WHAT IS BEING ASKED »
Restate word for word the lines of the entries below, starting with the line that holds "position:relative; width:529px; height:2161px;" and ending with the line that holds "2px #cec3bd) drop-shadow(0", and no others.

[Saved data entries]
......
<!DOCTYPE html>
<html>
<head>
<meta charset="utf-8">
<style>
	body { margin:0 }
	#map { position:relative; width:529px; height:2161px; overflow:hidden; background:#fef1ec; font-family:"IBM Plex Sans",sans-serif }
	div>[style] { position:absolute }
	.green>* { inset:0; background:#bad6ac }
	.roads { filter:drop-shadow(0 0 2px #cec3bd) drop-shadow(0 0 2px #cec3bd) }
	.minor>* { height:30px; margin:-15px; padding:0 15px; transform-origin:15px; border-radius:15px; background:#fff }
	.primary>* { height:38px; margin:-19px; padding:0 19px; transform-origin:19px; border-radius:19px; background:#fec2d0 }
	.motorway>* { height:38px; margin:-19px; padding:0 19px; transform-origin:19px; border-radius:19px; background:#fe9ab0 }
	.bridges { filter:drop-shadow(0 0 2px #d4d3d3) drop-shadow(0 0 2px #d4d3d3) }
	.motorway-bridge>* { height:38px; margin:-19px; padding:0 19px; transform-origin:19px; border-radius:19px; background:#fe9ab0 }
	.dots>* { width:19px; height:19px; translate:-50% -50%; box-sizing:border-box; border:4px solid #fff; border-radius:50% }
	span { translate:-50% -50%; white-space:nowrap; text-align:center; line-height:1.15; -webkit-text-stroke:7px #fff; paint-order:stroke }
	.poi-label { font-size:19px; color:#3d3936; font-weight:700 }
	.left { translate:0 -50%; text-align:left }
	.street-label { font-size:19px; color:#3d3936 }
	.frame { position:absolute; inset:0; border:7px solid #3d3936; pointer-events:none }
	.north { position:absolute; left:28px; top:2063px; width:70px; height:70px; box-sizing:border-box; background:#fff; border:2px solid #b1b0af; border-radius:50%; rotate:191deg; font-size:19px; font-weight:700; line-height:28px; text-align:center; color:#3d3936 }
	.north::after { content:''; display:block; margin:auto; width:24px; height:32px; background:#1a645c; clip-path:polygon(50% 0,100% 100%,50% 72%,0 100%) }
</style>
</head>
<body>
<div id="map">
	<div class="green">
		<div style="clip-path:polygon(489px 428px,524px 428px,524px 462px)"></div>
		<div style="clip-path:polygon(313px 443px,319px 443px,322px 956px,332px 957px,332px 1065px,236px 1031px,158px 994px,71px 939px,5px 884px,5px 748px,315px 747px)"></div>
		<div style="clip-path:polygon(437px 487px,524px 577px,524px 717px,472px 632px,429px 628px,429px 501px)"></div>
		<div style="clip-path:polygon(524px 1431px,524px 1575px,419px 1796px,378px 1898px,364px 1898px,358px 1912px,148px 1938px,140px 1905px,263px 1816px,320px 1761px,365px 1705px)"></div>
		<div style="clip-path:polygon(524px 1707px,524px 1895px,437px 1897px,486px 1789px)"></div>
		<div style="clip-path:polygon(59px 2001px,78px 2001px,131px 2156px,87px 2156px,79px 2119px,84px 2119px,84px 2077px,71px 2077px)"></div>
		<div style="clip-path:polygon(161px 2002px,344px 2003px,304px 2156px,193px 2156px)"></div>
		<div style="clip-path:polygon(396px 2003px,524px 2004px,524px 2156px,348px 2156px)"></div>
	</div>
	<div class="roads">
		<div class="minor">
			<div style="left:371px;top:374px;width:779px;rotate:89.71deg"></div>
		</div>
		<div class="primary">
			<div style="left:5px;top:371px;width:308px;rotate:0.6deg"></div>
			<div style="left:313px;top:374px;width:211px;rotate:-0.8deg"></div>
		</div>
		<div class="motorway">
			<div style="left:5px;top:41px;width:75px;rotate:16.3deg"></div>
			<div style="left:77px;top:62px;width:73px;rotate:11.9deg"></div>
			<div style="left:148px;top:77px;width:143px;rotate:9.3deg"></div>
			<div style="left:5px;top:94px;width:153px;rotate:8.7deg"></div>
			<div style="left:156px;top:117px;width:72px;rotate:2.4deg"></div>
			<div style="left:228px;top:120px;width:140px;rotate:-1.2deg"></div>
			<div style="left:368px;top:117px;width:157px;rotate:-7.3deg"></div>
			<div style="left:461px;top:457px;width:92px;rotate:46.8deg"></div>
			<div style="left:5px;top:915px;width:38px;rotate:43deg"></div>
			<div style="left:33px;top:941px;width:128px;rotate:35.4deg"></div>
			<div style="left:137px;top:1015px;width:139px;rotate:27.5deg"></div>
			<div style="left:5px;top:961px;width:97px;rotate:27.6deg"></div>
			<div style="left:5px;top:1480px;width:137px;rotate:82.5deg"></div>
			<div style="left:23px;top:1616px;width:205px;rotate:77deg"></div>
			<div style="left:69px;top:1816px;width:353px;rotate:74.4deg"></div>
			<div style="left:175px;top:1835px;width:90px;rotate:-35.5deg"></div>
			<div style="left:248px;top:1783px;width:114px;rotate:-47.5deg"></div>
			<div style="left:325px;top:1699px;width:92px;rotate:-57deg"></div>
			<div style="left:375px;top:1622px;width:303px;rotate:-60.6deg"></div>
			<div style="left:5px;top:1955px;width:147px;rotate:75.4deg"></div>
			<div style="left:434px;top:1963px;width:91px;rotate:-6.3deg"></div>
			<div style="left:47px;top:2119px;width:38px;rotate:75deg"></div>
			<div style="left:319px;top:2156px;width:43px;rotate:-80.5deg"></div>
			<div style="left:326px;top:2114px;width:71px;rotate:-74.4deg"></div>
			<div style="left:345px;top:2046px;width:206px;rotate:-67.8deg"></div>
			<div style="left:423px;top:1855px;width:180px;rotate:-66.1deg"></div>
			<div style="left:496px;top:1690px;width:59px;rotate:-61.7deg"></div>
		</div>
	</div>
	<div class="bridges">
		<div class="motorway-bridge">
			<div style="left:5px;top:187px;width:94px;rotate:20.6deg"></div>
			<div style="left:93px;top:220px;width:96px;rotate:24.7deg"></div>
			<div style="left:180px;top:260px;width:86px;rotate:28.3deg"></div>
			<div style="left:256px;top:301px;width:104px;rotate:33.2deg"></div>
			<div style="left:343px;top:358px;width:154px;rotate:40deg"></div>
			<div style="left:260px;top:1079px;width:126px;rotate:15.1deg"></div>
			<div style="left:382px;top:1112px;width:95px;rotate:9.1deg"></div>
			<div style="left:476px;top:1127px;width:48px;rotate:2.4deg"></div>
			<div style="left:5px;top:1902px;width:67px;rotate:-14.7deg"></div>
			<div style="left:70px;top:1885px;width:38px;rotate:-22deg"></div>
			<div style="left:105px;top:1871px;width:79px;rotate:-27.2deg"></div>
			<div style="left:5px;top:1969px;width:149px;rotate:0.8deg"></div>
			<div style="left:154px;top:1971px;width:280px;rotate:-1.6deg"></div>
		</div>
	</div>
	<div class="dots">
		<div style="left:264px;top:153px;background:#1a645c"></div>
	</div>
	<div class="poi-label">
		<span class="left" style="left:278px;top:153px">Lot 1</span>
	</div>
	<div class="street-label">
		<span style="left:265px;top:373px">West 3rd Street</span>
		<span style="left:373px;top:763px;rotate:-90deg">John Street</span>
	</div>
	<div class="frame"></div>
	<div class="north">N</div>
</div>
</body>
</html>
......
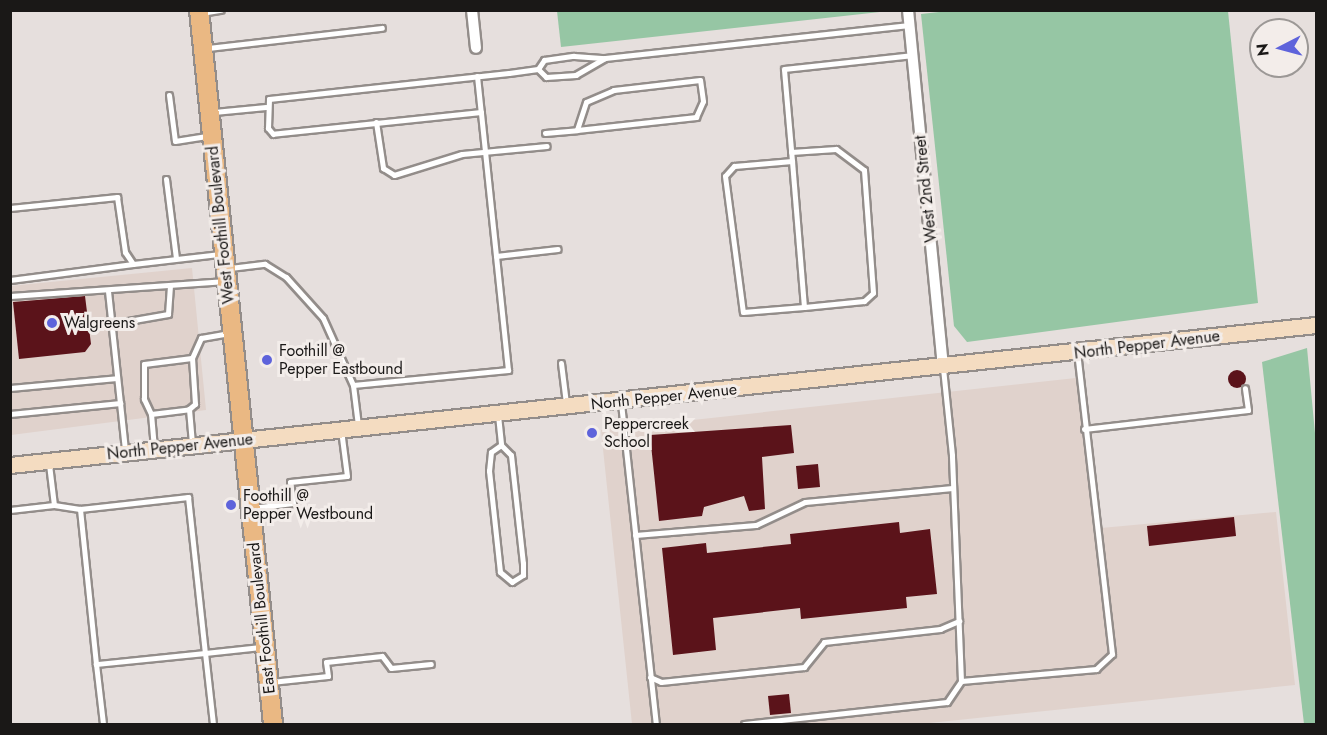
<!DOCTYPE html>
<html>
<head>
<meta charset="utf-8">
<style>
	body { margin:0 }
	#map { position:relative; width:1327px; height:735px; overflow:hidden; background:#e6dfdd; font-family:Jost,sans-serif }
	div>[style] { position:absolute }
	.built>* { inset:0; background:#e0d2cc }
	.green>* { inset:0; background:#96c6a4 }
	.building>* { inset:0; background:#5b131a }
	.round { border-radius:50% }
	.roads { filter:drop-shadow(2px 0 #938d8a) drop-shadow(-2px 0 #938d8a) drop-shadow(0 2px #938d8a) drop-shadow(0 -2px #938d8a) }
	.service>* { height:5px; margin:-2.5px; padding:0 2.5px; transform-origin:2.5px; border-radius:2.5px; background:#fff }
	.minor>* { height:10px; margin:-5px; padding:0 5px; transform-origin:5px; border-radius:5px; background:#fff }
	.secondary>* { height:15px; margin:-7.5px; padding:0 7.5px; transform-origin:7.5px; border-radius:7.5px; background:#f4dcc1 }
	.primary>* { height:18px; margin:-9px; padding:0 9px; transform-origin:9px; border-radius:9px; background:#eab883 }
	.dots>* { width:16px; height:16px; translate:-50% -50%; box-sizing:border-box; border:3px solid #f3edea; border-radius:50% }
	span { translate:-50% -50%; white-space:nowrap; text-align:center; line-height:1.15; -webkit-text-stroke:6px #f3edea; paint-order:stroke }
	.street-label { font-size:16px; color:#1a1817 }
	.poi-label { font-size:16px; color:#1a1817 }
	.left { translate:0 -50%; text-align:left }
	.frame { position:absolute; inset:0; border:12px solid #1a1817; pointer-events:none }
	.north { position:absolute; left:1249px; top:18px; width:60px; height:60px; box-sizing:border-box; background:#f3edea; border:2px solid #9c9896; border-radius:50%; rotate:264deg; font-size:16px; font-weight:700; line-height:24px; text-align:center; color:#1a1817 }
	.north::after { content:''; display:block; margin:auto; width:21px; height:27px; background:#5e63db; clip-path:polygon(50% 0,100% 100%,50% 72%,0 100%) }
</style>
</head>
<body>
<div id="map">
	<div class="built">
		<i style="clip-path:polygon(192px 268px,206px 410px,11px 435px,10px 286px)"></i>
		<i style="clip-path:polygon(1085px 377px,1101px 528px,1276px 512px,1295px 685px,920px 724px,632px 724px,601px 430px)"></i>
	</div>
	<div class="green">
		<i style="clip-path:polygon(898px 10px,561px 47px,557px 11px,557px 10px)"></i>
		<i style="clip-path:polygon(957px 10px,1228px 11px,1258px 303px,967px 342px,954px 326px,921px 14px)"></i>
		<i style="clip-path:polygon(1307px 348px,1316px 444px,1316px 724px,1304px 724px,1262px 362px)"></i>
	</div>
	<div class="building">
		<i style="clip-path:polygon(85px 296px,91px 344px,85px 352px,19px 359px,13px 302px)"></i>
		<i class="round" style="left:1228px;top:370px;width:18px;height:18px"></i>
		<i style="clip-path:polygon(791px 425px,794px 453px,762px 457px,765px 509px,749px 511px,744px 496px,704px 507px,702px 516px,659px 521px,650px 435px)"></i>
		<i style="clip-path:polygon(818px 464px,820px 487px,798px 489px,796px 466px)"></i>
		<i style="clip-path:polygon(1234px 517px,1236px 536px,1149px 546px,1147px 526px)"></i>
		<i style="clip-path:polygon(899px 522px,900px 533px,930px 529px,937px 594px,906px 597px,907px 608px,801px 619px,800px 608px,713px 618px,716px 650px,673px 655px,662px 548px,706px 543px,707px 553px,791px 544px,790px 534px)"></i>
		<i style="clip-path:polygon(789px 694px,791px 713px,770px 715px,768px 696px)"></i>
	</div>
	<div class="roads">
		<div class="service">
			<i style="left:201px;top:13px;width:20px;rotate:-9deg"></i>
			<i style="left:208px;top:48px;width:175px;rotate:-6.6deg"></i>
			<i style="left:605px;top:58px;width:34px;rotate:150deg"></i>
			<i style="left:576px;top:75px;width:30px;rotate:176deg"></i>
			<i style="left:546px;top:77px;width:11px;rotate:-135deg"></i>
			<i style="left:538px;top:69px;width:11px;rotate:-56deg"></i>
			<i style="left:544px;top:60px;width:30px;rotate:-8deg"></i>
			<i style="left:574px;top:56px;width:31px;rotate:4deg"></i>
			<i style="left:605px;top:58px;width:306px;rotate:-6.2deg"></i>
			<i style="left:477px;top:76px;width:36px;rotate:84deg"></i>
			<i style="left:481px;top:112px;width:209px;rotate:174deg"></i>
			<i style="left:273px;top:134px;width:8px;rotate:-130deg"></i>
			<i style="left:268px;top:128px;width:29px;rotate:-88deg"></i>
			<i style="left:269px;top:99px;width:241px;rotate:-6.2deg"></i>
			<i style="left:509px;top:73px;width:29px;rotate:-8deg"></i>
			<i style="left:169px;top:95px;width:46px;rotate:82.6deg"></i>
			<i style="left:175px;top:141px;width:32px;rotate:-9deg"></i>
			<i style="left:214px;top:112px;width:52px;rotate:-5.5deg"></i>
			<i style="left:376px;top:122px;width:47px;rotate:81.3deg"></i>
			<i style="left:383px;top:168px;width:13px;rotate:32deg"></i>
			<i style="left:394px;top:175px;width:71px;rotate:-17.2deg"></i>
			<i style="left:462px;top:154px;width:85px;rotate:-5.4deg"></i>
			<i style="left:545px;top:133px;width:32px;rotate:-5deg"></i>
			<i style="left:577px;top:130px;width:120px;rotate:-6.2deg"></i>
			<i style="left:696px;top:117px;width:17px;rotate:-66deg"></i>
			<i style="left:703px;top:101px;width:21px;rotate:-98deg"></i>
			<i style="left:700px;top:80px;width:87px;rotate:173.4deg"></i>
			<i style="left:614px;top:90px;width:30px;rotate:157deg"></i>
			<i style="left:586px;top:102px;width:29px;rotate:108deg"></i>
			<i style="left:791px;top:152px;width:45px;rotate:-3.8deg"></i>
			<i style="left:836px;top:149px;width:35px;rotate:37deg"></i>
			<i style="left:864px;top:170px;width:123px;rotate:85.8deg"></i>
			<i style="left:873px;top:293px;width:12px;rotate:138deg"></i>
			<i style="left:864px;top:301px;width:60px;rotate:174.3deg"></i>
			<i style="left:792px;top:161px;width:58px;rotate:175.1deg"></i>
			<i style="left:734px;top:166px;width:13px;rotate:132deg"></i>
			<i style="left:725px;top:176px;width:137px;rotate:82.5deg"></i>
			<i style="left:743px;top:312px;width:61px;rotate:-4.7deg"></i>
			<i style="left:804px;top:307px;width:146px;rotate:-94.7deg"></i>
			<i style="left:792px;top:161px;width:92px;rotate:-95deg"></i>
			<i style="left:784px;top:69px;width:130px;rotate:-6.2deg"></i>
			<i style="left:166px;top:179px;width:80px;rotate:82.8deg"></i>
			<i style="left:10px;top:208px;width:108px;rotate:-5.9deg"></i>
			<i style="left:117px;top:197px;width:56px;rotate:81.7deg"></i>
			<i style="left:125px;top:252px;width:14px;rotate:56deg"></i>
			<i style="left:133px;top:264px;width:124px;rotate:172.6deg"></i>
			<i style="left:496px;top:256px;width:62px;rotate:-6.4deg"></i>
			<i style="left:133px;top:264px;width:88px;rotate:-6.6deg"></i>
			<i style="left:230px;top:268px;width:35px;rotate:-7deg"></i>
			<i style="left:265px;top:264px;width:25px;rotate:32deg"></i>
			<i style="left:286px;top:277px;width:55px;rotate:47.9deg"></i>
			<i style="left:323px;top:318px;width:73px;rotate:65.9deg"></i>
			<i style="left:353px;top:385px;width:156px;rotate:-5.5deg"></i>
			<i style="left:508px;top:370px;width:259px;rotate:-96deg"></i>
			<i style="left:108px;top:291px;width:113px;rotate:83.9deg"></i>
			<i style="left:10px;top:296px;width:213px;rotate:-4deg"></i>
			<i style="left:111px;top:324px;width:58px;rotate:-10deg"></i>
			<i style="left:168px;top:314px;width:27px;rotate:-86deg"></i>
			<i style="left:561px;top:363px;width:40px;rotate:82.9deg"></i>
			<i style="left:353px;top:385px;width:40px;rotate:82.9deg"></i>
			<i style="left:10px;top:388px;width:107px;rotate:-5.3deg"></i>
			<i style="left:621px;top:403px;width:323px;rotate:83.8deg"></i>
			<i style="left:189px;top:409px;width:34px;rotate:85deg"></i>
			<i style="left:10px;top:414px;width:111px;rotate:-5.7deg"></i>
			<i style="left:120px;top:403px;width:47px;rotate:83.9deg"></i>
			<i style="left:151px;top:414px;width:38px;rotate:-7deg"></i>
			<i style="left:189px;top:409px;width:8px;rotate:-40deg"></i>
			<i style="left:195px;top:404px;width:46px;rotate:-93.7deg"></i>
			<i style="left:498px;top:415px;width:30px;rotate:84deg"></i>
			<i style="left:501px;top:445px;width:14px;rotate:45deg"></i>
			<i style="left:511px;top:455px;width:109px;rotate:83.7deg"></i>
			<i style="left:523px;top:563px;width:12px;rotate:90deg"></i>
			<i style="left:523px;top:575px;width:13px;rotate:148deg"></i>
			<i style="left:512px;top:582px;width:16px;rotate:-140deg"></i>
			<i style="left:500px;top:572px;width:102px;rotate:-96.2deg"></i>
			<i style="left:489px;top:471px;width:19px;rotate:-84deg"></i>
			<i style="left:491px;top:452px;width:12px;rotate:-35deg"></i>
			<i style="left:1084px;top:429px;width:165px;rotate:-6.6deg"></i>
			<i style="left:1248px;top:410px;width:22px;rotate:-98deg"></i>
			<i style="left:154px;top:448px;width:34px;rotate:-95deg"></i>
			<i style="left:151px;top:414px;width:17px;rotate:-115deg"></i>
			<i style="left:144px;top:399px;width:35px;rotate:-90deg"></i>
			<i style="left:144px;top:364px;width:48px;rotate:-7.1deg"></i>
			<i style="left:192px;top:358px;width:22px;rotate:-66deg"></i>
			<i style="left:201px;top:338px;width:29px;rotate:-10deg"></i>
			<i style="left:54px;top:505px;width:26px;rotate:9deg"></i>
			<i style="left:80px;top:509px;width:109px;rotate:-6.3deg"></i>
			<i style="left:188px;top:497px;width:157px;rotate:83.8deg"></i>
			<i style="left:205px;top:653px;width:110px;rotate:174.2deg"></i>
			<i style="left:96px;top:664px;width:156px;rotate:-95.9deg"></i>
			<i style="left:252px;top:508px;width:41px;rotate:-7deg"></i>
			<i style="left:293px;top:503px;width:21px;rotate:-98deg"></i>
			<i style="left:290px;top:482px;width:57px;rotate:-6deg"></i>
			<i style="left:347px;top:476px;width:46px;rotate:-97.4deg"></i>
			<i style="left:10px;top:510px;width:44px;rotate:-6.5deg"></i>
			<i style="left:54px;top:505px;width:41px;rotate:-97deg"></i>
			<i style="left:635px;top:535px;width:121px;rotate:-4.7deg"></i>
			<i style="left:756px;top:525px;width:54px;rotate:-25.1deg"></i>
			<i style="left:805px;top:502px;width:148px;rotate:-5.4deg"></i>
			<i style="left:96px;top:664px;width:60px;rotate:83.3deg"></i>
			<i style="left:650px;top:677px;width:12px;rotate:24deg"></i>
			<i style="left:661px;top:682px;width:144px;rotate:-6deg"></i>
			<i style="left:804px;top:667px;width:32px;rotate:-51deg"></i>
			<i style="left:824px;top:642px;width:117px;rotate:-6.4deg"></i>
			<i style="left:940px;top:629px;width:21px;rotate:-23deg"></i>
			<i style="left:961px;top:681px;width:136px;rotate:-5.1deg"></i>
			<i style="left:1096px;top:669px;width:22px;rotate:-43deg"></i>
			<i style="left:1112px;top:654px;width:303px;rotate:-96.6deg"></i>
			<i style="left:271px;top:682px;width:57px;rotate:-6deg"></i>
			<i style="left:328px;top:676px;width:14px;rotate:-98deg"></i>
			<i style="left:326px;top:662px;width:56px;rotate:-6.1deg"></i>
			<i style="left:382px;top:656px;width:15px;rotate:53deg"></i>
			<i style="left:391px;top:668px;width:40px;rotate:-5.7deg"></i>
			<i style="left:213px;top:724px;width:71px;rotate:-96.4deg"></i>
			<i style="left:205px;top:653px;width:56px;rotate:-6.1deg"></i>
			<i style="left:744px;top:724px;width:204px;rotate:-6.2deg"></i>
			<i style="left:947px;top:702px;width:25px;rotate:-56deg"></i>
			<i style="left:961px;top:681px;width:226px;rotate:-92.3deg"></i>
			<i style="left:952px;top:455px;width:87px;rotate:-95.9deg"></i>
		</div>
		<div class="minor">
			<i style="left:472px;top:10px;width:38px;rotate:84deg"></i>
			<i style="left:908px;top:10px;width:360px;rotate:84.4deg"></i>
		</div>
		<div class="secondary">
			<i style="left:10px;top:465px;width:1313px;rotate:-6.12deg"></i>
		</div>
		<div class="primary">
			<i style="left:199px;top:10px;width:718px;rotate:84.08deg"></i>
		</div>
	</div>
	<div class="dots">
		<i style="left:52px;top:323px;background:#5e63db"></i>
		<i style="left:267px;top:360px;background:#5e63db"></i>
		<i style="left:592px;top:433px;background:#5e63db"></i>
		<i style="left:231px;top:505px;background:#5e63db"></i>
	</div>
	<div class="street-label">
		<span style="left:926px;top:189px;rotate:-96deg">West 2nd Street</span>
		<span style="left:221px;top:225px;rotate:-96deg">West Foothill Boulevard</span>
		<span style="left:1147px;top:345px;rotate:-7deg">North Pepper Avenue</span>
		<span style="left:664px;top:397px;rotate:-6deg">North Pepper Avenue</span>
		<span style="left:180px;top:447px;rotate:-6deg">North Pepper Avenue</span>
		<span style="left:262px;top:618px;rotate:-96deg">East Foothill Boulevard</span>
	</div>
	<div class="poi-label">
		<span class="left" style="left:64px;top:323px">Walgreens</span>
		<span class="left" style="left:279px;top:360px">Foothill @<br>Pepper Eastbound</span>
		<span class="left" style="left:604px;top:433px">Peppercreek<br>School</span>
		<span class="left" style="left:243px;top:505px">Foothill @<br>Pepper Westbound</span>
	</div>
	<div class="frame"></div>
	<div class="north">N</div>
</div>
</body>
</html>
......
REPLY »
	#map { position:relative; width:529px; height:2161px; overflow:hidden; background:#fef1ec; font-family:"IBM Plex Sans",sans-serif }
	div>[style] { position:absolute }
	.green>* { inset:0; background:#bad6ac }
	.roads { filter:drop-shadow(0 0 2px #cec3bd) drop-shadow(0 0 2px #cec3bd) }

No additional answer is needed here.